BEGIN

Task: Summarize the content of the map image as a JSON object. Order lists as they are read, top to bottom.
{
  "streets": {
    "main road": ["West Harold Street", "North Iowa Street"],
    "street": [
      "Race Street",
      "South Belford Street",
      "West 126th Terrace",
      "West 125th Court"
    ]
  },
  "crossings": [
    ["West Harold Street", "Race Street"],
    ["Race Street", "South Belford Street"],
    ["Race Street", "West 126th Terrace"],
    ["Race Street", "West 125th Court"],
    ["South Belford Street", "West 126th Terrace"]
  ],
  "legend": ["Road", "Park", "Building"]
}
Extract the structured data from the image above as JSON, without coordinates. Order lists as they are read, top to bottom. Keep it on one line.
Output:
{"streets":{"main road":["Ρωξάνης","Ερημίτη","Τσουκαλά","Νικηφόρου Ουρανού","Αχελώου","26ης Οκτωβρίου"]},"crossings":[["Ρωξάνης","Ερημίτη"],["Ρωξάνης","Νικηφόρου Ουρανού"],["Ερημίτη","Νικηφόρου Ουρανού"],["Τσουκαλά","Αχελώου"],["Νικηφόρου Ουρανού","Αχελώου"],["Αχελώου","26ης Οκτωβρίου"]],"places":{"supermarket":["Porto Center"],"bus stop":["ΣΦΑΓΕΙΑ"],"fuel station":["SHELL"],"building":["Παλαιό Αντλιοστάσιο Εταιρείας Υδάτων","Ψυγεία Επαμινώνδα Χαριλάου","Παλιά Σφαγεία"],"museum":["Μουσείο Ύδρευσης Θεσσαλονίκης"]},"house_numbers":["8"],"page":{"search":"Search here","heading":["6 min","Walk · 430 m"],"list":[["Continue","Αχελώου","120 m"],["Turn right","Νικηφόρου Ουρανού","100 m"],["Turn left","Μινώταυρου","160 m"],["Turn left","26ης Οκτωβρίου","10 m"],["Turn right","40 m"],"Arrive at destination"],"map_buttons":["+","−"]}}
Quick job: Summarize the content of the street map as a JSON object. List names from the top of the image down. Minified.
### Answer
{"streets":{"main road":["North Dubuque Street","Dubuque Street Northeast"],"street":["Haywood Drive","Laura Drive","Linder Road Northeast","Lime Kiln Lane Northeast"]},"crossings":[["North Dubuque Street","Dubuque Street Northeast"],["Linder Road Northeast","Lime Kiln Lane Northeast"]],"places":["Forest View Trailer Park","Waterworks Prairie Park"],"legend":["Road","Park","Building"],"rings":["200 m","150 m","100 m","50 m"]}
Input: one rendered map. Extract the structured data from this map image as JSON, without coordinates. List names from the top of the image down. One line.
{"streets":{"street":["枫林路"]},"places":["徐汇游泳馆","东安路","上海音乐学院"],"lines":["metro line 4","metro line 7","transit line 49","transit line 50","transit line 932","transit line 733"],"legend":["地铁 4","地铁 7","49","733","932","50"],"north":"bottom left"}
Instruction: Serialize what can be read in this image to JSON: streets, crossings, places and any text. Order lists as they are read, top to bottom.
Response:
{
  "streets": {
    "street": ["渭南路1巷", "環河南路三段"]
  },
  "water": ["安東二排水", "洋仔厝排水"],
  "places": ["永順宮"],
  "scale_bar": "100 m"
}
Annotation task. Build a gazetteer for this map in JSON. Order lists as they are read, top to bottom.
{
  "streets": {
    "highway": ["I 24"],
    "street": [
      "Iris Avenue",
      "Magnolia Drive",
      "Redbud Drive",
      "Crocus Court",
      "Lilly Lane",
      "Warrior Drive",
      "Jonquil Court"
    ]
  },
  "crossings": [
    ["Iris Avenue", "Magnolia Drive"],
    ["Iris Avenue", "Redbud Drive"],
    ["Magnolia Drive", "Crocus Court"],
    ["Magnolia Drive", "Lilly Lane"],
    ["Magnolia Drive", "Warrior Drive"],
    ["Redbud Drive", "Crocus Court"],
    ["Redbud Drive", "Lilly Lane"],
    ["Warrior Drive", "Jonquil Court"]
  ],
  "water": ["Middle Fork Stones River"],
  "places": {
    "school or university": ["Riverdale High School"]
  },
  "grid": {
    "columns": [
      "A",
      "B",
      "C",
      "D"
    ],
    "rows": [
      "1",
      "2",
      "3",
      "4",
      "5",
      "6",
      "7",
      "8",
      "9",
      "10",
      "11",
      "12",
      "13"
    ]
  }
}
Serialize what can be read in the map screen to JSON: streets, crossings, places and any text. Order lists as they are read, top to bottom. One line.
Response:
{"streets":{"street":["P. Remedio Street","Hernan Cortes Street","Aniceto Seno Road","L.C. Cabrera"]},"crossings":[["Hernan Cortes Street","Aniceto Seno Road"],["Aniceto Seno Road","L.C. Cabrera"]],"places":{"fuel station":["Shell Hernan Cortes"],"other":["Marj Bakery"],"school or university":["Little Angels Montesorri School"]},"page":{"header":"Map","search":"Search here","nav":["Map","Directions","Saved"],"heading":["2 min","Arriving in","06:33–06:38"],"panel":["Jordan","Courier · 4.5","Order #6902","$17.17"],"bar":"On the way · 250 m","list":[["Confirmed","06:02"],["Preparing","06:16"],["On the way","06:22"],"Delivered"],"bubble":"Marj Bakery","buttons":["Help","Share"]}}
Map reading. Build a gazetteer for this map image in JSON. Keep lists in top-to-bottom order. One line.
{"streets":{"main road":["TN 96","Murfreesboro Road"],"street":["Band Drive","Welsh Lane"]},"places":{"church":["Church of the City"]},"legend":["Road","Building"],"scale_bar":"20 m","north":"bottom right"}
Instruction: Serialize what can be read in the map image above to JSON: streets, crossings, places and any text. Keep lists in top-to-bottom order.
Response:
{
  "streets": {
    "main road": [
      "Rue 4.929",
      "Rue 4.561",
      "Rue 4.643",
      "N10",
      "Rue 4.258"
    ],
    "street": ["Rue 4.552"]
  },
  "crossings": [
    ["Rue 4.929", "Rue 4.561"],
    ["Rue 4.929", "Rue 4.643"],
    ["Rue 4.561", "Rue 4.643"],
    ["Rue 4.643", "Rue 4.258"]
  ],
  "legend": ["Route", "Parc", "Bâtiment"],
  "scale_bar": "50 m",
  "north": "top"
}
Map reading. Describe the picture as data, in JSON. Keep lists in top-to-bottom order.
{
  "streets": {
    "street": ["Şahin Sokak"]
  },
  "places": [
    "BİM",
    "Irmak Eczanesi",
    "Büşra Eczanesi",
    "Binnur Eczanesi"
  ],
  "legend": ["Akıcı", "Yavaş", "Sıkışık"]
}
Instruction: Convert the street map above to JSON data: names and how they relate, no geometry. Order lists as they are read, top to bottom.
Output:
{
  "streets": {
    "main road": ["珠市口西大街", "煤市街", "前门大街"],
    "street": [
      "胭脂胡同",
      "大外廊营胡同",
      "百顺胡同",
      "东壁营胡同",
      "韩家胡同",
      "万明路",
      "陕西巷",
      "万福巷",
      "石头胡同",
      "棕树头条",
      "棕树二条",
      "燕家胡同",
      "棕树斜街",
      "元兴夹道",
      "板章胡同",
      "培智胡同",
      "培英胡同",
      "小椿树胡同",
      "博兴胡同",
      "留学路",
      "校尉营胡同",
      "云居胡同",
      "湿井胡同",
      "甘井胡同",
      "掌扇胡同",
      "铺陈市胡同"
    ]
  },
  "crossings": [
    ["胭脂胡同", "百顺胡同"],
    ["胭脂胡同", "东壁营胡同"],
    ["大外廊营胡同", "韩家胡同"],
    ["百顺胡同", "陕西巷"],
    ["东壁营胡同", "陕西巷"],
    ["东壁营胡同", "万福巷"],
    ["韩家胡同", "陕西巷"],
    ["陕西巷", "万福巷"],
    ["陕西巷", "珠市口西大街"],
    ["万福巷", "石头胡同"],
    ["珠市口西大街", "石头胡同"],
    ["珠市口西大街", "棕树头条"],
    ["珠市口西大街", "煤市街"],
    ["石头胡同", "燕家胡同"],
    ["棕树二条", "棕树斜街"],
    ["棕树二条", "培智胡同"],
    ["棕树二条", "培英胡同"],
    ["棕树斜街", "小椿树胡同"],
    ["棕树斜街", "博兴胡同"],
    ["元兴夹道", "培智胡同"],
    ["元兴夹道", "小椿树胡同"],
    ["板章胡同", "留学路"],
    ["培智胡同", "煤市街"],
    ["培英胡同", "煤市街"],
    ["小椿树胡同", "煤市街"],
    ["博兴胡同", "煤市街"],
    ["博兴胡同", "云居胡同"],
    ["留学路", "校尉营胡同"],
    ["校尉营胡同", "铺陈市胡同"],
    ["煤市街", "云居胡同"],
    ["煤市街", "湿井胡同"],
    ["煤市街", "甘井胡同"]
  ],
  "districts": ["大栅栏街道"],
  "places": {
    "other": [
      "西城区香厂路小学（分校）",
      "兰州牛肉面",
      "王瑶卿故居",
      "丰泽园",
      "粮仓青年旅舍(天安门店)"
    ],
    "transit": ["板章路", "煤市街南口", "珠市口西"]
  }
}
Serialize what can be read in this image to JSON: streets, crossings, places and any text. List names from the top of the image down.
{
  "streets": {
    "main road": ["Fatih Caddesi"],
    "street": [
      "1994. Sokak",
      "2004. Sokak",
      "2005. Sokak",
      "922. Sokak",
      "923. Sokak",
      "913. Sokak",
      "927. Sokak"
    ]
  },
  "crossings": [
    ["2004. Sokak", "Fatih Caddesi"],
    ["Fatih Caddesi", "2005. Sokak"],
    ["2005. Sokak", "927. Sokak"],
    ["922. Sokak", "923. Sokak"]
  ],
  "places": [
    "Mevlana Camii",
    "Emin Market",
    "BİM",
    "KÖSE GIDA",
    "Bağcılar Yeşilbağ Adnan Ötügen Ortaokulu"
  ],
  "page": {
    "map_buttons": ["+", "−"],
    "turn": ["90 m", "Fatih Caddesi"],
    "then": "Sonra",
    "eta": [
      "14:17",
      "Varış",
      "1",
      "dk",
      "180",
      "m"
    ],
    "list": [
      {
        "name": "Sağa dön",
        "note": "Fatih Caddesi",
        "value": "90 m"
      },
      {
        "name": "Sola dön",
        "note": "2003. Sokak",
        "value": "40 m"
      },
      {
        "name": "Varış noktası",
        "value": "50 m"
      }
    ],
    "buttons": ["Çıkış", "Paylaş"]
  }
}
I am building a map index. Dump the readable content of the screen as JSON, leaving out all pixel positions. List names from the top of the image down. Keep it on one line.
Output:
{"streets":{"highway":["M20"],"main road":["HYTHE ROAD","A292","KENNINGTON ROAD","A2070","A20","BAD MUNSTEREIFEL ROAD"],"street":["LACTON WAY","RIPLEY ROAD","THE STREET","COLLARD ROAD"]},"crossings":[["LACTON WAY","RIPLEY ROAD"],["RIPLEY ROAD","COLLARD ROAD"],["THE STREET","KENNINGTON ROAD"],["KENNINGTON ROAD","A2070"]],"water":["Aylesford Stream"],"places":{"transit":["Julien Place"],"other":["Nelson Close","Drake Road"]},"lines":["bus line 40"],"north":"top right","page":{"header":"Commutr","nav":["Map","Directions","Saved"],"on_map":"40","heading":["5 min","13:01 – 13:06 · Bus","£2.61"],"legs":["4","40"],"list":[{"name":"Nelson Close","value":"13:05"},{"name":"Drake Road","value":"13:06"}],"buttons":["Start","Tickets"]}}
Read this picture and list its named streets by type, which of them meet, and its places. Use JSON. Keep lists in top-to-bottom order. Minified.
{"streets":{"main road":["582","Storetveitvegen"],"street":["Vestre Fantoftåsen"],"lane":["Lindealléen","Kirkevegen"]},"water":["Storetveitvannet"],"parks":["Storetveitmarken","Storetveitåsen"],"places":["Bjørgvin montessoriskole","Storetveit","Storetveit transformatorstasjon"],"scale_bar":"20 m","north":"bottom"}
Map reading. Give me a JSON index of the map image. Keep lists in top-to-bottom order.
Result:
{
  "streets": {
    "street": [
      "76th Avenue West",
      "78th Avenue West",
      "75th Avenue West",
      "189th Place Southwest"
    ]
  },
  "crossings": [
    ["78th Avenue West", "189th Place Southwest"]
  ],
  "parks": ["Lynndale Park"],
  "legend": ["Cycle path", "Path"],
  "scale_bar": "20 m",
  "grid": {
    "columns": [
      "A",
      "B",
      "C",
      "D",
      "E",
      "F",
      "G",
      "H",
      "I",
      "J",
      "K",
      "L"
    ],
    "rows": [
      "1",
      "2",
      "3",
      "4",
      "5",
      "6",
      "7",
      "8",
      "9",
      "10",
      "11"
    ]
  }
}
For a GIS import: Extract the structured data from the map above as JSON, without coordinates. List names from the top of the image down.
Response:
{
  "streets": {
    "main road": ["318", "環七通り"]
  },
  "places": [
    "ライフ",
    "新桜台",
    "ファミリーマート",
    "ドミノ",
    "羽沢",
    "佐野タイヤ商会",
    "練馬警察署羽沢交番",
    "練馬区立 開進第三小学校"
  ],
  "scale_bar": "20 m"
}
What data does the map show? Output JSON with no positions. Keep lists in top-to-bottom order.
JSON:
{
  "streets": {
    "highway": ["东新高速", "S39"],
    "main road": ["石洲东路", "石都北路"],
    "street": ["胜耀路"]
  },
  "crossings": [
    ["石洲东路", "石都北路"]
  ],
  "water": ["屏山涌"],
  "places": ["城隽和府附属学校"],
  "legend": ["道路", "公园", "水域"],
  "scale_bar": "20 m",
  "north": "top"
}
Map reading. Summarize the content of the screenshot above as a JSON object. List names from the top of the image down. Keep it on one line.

END

● YOUR TASK
Retype exactly the lines above, from the one with "Read this picture" through the one with "What data does", inclusive.

● ANSWER TO THE PROBLEM
Read this picture and list its named streets by type, which of them meet, and its places. Use JSON. Keep lists in top-to-bottom order. Minified.
{"streets":{"main road":["582","Storetveitvegen"],"street":["Vestre Fantoftåsen"],"lane":["Lindealléen","Kirkevegen"]},"water":["Storetveitvannet"],"parks":["Storetveitmarken","Storetveitåsen"],"places":["Bjørgvin montessoriskole","Storetveit","Storetveit transformatorstasjon"],"scale_bar":"20 m","north":"bottom"}
Map reading. Give me a JSON index of the map image. Keep lists in top-to-bottom order.
Result:
{
  "streets": {
    "street": [
      "76th Avenue West",
      "78th Avenue West",
      "75th Avenue West",
      "189th Place Southwest"
    ]
  },
  "crossings": [
    ["78th Avenue West", "189th Place Southwest"]
  ],
  "parks": ["Lynndale Park"],
  "legend": ["Cycle path", "Path"],
  "scale_bar": "20 m",
  "grid": {
    "columns": [
      "A",
      "B",
      "C",
      "D",
      "E",
      "F",
      "G",
      "H",
      "I",
      "J",
      "K",
      "L"
    ],
    "rows": [
      "1",
      "2",
      "3",
      "4",
      "5",
      "6",
      "7",
      "8",
      "9",
      "10",
      "11"
    ]
  }
}
For a GIS import: Extract the structured data from the map above as JSON, without coordinates. List names from the top of the image down.
Response:
{
  "streets": {
    "main road": ["318", "環七通り"]
  },
  "places": [
    "ライフ",
    "新桜台",
    "ファミリーマート",
    "ドミノ",
    "羽沢",
    "佐野タイヤ商会",
    "練馬警察署羽沢交番",
    "練馬区立 開進第三小学校"
  ],
  "scale_bar": "20 m"
}
What data does the map show? Output JSON with no positions. Keep lists in top-to-bottom order.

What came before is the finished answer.